_Prompt_
What lines in the data below mention the string "butt"? Copy them out.
Top of Recorded information
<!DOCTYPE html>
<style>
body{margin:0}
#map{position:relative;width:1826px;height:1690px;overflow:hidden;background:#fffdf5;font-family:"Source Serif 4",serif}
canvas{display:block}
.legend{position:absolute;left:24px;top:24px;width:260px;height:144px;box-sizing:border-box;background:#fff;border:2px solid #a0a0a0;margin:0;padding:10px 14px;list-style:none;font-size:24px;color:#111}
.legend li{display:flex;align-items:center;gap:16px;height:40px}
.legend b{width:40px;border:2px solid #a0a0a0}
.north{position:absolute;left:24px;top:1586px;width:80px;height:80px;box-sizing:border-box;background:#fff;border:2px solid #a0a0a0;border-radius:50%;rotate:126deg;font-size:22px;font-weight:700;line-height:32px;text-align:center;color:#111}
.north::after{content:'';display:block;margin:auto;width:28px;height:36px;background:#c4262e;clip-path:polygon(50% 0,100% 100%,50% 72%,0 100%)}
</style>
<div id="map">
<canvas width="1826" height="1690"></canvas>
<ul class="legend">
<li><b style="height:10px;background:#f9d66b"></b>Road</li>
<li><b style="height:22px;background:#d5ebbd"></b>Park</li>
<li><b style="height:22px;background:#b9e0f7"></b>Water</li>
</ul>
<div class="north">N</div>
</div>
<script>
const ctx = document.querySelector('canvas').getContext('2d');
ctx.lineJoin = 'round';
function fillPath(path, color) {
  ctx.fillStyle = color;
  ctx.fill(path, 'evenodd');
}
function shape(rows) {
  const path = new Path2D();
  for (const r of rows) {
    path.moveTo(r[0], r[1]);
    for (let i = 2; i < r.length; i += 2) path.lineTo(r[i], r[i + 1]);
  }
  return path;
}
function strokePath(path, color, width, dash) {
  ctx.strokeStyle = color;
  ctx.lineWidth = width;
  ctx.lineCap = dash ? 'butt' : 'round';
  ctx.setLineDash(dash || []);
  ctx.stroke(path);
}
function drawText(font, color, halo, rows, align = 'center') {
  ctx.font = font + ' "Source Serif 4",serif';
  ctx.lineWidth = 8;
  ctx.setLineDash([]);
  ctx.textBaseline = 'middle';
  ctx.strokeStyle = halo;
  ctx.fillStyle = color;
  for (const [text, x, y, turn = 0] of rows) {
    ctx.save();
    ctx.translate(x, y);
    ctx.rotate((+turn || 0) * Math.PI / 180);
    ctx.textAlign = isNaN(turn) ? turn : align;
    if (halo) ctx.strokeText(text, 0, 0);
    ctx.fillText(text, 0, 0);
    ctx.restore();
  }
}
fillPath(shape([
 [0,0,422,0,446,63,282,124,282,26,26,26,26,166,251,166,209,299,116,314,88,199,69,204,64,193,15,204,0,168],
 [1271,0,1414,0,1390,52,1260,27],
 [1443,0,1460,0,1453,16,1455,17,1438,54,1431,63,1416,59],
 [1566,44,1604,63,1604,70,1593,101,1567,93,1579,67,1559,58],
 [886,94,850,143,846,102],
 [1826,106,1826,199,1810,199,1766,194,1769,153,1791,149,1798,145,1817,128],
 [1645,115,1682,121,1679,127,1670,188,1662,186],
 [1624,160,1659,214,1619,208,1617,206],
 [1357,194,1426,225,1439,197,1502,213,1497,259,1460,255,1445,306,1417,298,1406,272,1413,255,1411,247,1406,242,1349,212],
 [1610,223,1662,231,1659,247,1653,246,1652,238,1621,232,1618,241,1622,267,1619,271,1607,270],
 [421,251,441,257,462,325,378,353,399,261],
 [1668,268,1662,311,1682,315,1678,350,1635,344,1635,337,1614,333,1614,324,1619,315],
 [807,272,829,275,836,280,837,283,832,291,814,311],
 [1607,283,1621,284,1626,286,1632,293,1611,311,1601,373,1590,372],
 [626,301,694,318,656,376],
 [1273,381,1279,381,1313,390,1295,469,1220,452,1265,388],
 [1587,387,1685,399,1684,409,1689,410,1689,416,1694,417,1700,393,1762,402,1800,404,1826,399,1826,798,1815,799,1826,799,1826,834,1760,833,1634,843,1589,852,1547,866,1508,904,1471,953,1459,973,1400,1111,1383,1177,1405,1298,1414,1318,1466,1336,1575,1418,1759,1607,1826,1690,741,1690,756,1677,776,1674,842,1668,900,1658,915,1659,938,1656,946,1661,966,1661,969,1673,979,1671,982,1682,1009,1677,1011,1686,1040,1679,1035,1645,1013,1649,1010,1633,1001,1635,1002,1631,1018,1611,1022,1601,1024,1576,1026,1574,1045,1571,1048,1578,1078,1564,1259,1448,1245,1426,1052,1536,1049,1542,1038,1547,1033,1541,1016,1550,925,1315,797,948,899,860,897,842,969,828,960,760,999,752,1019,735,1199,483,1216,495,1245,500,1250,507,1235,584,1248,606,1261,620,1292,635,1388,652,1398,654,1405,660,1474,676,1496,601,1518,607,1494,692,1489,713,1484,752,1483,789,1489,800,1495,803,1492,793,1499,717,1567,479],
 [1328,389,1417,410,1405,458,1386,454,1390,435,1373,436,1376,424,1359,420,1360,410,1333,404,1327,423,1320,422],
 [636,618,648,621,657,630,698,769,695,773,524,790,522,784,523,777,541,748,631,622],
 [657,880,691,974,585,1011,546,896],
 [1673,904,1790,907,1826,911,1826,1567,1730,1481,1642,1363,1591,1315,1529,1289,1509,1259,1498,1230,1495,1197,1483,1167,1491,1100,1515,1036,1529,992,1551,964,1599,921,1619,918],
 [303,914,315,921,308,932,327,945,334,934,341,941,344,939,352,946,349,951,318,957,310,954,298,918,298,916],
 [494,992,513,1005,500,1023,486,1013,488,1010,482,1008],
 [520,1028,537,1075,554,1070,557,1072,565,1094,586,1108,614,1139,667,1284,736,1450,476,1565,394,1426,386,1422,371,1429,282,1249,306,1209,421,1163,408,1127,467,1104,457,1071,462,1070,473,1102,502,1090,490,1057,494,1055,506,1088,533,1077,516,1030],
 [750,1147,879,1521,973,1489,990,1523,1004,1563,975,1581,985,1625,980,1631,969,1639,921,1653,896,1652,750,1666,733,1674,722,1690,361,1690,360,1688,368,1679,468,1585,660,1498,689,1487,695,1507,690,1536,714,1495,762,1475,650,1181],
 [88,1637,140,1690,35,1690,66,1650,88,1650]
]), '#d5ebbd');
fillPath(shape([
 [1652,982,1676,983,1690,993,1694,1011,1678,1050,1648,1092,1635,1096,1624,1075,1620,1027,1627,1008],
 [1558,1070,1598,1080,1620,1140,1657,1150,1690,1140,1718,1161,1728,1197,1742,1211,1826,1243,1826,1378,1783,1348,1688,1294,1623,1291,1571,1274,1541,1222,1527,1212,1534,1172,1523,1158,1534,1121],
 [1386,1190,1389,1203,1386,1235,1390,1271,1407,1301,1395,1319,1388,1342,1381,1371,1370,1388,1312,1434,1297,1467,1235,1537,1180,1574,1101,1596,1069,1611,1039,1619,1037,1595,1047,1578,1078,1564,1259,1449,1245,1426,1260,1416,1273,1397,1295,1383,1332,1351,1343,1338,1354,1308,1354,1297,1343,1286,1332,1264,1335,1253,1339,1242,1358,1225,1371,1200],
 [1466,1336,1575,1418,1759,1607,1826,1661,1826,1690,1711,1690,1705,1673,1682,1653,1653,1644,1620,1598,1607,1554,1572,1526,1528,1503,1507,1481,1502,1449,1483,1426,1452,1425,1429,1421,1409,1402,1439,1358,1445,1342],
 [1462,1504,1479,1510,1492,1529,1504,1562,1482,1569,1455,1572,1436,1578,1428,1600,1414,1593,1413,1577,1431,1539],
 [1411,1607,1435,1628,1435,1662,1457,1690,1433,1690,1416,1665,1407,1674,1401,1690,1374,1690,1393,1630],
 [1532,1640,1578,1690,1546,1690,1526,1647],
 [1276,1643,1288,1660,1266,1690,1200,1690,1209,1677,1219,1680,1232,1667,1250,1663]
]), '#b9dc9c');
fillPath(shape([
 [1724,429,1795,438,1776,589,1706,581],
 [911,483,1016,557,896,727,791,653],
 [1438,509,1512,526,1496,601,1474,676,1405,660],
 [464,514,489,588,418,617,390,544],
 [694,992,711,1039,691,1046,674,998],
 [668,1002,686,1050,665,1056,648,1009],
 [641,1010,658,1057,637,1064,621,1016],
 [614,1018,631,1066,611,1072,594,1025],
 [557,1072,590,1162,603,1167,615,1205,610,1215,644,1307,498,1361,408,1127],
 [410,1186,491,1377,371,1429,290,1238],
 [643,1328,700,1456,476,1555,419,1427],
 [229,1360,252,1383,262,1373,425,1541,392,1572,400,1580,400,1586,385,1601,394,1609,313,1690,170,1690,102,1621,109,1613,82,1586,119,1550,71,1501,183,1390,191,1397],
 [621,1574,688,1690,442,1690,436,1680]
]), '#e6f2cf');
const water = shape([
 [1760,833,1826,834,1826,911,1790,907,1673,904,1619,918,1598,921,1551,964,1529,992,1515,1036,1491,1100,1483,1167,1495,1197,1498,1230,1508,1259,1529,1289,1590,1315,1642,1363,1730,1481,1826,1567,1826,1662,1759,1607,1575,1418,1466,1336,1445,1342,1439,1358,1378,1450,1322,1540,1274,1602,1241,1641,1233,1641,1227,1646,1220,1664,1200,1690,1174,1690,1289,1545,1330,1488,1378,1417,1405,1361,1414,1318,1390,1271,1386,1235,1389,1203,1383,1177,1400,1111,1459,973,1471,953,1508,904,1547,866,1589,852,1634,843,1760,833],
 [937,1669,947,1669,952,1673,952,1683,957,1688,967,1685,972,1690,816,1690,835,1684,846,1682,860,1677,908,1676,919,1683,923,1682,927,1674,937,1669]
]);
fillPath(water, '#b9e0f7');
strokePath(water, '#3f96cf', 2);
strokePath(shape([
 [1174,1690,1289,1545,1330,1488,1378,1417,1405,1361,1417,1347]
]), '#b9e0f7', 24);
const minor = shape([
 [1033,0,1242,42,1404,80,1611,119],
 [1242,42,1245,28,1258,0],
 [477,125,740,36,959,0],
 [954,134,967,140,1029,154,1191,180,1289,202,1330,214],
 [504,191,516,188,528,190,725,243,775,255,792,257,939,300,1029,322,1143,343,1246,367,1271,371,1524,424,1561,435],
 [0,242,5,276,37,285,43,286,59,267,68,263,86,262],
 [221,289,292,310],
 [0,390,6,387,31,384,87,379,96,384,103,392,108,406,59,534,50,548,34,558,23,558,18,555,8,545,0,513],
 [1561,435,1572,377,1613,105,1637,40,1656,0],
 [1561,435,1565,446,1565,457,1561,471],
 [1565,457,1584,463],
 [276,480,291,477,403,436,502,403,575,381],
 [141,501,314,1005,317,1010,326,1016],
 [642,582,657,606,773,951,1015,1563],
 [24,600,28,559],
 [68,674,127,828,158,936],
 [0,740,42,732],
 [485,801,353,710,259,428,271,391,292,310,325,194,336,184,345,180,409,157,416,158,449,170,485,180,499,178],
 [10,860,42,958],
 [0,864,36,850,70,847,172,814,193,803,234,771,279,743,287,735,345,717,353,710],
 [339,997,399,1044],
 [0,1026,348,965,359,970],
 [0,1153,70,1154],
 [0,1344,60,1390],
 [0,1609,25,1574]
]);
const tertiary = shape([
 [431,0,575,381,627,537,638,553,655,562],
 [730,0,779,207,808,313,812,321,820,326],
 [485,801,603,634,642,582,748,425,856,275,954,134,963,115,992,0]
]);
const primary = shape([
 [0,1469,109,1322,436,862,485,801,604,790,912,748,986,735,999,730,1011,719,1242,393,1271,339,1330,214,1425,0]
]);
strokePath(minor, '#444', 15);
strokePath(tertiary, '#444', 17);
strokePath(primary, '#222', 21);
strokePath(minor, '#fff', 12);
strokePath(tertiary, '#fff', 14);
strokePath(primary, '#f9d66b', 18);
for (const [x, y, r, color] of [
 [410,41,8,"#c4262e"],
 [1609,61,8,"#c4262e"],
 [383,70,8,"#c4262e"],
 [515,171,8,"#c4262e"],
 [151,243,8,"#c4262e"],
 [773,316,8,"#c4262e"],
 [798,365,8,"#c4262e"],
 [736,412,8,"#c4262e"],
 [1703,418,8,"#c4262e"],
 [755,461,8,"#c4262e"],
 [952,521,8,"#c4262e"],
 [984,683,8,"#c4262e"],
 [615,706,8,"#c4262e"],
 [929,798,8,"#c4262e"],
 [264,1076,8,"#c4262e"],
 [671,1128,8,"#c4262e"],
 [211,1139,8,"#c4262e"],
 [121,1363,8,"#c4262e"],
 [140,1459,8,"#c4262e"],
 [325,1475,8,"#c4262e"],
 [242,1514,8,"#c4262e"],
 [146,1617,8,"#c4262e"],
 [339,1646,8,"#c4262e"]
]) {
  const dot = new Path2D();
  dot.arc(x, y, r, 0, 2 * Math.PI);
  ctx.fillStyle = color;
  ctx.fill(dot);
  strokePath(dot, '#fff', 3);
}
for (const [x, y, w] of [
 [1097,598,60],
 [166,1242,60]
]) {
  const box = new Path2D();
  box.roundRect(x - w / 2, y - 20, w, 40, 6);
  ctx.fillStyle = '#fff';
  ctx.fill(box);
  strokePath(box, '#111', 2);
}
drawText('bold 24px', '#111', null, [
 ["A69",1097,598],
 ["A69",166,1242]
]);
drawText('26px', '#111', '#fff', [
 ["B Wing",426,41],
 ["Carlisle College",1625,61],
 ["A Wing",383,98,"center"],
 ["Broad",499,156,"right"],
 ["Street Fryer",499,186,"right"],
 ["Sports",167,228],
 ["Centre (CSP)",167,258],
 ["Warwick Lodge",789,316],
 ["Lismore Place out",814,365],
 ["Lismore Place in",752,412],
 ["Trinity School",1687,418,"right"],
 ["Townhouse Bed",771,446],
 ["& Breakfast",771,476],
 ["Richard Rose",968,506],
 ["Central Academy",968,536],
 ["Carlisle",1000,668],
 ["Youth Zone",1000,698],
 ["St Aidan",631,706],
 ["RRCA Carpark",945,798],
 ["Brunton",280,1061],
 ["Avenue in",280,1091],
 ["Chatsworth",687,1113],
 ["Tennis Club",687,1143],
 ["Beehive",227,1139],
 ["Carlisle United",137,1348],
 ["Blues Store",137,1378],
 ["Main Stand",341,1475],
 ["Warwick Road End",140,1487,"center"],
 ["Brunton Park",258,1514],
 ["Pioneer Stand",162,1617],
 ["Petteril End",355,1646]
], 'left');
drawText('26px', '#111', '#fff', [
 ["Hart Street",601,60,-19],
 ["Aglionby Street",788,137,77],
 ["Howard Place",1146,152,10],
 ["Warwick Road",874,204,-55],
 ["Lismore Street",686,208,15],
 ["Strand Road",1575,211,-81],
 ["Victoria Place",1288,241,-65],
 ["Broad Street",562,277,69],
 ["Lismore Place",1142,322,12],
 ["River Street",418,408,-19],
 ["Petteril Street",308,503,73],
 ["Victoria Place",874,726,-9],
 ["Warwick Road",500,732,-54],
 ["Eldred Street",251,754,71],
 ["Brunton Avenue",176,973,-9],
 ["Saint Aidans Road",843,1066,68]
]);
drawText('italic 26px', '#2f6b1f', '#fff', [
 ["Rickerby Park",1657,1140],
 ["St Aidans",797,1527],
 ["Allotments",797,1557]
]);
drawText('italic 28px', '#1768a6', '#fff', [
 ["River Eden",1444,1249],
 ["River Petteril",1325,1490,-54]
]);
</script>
Bottom of Recorded information
Top of Recorded information
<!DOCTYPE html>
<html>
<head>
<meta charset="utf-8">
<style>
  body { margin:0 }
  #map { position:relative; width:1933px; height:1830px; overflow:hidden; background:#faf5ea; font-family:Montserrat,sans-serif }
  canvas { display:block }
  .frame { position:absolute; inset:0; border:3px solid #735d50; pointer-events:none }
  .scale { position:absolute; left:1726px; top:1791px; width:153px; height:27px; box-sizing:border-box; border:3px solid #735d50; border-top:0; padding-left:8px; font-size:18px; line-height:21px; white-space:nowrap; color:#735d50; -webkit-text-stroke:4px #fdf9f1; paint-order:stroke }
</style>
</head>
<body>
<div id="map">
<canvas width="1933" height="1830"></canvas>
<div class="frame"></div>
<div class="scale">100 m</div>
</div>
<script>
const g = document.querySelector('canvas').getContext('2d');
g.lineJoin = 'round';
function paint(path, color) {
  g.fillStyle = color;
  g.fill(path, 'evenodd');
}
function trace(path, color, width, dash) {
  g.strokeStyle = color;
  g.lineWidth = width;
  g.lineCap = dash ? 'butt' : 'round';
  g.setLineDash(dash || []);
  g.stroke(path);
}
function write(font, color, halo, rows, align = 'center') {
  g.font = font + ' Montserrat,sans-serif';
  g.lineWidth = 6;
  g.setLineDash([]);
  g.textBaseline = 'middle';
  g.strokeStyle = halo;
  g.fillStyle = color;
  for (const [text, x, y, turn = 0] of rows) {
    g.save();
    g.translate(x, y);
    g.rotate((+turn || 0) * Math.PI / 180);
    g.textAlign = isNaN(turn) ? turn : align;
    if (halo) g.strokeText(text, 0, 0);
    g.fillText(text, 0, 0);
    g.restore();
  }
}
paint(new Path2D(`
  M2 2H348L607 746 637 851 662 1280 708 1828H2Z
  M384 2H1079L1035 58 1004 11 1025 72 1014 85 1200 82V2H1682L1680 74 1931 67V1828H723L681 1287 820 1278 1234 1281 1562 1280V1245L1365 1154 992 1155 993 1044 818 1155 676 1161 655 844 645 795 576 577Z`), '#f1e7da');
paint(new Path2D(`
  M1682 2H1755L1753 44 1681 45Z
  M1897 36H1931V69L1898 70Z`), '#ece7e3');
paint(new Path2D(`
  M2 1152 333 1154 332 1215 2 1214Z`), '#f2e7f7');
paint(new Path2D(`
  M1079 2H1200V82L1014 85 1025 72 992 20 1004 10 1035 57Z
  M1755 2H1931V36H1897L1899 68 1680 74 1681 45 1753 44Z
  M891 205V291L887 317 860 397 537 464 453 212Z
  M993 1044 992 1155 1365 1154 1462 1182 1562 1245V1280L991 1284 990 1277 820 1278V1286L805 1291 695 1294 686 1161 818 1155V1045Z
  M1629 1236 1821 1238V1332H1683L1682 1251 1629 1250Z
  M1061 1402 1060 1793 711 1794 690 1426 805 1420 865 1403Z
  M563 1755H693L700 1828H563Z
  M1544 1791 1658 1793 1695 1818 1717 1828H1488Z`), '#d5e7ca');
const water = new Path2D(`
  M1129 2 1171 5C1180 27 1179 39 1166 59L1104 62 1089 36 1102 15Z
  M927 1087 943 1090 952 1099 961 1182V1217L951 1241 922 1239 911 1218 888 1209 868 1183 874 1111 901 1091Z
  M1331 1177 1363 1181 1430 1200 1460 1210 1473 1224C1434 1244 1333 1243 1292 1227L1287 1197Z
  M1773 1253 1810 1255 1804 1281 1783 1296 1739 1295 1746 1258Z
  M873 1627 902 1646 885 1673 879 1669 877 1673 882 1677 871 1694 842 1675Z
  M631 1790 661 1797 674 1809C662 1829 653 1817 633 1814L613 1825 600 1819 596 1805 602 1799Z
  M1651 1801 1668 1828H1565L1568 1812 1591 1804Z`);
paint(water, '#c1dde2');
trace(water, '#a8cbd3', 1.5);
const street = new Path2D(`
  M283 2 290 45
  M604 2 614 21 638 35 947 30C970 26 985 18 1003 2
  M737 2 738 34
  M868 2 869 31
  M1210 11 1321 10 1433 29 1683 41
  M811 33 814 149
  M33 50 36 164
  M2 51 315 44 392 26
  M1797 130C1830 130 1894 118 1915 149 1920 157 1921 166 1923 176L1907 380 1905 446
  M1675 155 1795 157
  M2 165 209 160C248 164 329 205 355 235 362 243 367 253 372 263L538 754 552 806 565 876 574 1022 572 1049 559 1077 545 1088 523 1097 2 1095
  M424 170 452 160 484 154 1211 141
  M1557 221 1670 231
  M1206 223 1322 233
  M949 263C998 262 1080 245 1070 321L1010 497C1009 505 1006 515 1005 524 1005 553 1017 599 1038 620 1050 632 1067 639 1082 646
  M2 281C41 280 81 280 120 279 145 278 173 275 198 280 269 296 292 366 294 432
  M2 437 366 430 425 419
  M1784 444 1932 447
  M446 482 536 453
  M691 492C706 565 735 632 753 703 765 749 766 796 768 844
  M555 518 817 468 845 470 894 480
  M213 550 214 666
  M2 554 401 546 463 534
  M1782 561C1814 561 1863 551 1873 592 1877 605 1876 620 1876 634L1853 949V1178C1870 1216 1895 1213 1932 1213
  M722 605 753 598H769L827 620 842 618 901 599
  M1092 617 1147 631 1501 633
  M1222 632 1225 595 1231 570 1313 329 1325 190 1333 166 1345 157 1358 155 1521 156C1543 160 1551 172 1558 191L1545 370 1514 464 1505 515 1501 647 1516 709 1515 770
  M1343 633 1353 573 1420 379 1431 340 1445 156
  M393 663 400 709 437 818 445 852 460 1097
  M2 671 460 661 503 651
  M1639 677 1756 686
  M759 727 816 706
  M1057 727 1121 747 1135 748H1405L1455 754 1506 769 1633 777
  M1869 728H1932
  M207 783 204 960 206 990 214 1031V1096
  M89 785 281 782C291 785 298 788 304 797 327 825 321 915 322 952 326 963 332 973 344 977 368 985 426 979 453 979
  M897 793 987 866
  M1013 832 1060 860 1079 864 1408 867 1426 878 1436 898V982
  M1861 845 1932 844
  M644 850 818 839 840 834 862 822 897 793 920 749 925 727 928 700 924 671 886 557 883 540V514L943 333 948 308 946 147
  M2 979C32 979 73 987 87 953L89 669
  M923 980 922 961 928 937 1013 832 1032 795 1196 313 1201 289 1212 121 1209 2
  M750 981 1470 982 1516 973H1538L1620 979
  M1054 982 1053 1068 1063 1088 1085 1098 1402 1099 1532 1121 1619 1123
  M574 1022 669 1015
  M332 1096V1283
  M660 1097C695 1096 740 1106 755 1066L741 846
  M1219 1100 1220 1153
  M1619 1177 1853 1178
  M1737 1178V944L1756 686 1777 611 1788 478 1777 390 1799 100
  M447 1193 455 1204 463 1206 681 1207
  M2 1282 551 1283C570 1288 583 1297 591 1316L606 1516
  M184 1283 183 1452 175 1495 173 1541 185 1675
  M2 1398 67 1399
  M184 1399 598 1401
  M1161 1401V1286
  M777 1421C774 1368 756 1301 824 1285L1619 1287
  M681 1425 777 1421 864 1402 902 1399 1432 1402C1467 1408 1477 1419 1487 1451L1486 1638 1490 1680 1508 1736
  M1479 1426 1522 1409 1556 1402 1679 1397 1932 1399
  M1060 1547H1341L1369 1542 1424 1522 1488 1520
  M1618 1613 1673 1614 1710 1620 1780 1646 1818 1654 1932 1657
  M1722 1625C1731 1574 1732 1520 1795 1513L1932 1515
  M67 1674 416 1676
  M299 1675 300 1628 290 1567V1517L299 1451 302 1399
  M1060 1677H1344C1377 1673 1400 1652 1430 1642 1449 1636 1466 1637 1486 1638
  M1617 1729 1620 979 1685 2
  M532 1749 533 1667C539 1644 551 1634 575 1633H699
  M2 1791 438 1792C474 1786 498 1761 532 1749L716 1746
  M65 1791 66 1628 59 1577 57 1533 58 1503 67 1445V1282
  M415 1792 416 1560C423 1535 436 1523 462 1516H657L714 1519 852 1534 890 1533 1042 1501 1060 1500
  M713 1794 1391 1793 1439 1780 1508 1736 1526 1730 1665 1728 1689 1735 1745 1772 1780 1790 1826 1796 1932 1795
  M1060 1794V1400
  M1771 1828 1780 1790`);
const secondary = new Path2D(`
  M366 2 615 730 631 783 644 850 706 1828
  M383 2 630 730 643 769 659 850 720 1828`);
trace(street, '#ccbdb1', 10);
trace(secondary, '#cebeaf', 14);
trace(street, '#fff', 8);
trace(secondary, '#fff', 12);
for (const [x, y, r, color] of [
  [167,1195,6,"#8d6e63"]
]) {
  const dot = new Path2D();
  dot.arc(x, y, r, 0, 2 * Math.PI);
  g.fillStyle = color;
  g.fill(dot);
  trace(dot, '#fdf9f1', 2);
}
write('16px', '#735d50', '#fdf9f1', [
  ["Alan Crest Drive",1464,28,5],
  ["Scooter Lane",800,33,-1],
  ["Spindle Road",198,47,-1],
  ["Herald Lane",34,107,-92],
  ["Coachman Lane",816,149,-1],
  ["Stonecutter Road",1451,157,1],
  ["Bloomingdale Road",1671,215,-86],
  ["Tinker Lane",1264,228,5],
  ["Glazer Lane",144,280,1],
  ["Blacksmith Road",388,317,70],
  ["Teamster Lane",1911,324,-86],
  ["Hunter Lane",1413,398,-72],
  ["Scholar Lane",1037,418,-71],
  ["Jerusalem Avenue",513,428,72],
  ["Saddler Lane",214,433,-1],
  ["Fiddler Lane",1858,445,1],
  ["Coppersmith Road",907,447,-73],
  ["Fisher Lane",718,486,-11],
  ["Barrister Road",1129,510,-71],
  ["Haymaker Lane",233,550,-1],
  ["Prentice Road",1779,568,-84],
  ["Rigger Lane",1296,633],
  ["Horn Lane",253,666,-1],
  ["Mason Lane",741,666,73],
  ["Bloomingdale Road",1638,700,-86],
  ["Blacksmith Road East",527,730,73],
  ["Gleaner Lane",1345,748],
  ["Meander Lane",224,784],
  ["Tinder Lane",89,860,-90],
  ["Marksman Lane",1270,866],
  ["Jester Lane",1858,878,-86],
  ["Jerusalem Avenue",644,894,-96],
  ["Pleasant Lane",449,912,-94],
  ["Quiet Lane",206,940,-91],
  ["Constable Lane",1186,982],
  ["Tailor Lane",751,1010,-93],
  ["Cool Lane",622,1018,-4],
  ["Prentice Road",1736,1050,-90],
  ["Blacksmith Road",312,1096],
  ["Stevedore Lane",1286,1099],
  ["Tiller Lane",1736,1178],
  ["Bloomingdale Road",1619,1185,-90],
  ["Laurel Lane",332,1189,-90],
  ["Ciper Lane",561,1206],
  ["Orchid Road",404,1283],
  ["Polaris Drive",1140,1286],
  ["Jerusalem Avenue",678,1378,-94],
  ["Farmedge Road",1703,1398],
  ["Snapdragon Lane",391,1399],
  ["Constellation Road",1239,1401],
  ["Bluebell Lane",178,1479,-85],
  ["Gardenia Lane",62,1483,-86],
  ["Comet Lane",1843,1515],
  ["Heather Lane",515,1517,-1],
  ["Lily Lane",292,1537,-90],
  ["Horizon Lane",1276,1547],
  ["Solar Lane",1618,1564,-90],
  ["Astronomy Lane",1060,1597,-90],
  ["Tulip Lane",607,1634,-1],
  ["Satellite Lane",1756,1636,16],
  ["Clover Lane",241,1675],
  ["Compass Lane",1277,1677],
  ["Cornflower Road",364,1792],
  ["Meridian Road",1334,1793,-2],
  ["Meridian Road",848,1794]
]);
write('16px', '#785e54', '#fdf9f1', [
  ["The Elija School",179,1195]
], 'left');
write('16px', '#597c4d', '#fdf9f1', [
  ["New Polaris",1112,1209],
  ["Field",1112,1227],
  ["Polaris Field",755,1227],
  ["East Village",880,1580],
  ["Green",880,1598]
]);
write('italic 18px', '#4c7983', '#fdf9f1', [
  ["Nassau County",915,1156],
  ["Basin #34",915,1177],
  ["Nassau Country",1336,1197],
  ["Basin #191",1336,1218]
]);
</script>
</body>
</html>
Bottom of Recorded information
_Task answer_
  ctx.lineCap = dash ? 'butt' : 'round';
  g.lineCap = dash ? 'butt' : 'round';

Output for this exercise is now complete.